Vol 2 and the whole story is really great. I just reread it yesterday. Let me share you I’m still touched by Hangetsu’s words: “An adult laughs and has fun for the sake of making the children envious of being grown”. You know, I’m father of two lovely children (2 and 5 years old). I have friends that say: “I don’t want to be father/mother, this world is horrible to bring some more kids”
It’s a sad thought and it’s sad that some people think that way, even if it’s a respectable thought. And I say to myself: “I disagree with it. I have to disagree. To be a good father you have to believe; you have to trust that it’s possible to be happy in this world; otherwise I’ll do it wrong”. And let me tell you I’m a good father, I love my children and I’m a very very good babysitter. I spend time with them and I’m truly happy with them…
But this line just caught my off guard (Thanks again conn-man for calling my attention over it). I mean, Hangetsu knows much more than what I knew about the whole stuff. Because his words mean: “To be a good father, it’s not enough to believe that happiness is possible for the children, you have to go further, you have to be happy at least in some of the things you do in your life (not in all of them).” I mean, you never can cheat on your children. It’s not possible. Always they know, they feel how you feel in your heart; they always feel the most inner feelings and important feelings you have about life. If you are a dissatisfied adult, your kids won’t grow being envious of being adult, or at least they won’t got that desire of watching at what you do/are. The desire could come from another place, but not from you.
But even worse, the desire could simple not come from anywhere. I mean your kids could grow thinking that being an adult is boring or nothing special at all. And sure being a child is fantastic, and being young too. But I think the youngsters of our times overestimate youngness in comparison to how much they want to become adults.
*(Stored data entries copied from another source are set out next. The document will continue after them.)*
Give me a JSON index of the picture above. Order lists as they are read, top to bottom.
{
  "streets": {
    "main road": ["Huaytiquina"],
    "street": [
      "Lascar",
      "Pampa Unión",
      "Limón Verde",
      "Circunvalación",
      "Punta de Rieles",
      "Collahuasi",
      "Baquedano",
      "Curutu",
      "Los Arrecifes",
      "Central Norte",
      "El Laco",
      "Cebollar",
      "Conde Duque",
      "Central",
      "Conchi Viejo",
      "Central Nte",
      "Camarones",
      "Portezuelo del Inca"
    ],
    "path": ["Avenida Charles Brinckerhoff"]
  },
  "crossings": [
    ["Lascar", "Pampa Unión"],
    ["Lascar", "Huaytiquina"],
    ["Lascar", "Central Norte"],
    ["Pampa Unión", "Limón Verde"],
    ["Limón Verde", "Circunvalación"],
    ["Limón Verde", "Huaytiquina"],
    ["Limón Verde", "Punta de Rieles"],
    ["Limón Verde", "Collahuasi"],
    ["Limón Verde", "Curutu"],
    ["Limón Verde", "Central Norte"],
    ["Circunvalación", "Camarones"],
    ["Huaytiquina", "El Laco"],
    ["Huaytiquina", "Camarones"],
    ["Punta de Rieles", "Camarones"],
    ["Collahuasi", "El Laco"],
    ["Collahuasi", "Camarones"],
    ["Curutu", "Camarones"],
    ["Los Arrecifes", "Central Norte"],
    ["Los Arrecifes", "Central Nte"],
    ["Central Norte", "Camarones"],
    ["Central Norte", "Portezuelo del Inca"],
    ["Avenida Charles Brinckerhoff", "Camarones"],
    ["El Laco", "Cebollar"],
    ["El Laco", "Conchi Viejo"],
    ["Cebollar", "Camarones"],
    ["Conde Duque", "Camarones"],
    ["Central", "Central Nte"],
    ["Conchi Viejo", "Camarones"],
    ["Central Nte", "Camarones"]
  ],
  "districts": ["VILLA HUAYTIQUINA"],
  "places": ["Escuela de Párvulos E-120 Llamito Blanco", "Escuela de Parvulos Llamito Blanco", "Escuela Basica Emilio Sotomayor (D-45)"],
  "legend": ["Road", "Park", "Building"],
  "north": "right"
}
I think it’s not their fault, but only that they are the preys of our consumer society that with its economical system and its marketing and advertising strategies blind their eyes and washes their brains focusing too much in their youth. And sure Hangetsu is not the hero of our contemporary consumer society… simply because there are much more youngster than adults in the world and it’s should be easy to make more money selling to the youngsters than selling to the adults.
I mean do our youngster be adults? Do they really want to be adults? On my view, they associate adultness to responsibility, work, more work and more responsibility.. Well I wonder too much nowadays about it. And this volume 2 was such a great find to me… I keep thinking about it.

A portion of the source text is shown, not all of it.